Mutated KLF4(K409Q) in meningioma binds STRs and activates FGF3 gene expression. Tsytsykova et al.
Description
Meningiomas are the most common primary tumors of the central nervous system. The genetic landscape of the most common subtype of meningioma involves mutation or copy loss of the NF2 gene in approximately 50% of cases. Other recurrent canonical somatic mutations are present in ~40% of sporadic meningiomas and are not defined by NF2 inactivation. These genes include TRAF7, AKT1, SMO, and KLF4, among others. Tumors with KLF4 and TRAF7 mutations share a unique secretory phenotype, which is characterized by glandular lumina with secretory globules, and tend to cause disproportional peritumoral edema, which can cause severe medical and neurological complications in pre- and post-operative management. The K409Q mutation in KLF4 is found in ~15% of meningiomas.
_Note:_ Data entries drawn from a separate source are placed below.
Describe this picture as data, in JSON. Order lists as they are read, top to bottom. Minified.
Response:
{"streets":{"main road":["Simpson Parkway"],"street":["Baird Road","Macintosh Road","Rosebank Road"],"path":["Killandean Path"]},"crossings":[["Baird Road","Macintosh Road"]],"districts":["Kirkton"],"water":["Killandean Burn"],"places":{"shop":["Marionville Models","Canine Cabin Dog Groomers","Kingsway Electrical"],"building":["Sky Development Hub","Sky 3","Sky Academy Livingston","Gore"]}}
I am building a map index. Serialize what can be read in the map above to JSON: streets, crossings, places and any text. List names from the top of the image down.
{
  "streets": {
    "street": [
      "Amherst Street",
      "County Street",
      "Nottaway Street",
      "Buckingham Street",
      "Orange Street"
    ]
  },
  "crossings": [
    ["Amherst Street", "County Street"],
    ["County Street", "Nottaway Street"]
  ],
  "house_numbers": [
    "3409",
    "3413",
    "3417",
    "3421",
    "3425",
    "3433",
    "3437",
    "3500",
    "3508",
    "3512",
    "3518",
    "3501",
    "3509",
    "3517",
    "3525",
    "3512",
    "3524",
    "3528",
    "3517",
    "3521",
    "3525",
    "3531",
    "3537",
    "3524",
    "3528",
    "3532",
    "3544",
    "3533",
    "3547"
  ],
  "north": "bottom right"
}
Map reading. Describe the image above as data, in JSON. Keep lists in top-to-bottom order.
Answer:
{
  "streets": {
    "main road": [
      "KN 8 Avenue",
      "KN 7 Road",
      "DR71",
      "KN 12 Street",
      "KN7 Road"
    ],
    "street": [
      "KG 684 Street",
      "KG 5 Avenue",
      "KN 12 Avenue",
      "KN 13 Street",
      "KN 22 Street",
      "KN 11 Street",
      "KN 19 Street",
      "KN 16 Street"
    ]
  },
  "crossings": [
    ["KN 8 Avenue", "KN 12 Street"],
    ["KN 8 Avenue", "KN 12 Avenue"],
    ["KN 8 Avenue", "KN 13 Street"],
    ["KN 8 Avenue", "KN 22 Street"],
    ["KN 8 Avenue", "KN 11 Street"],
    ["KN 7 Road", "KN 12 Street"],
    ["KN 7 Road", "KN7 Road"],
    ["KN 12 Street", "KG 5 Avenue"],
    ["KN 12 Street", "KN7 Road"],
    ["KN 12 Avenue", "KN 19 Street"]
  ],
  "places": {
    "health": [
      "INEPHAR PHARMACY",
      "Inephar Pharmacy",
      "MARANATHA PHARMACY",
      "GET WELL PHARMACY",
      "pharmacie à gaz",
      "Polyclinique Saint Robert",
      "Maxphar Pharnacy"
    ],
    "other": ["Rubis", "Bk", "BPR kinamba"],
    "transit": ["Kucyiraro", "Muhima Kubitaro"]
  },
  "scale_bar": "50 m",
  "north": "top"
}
The mutated allele KLF4(K409Q) is the same in all affected patients and occurs together with TRAF7 missense mutations. The contribution of the meningioma-specific KLF4 mutation to tumorigenesis and mechanism of action is unknown. Data sets included here contain raw RNA-seq data files from high throughput sequencing, which can be used by other investigators in meta-analysis. Cells were transiently transfected with p3XFLAG-CMV™-7.1 vectors expressing KLF4 or KLF4(K409Q) proteins and kept in culture. RNA-sequencing was performed to identify differentially regulated genes upon ectopic expression of FLAG-tagged KLF4 or KLF4(K409Q) in two different cell lines, HEK293 and A549.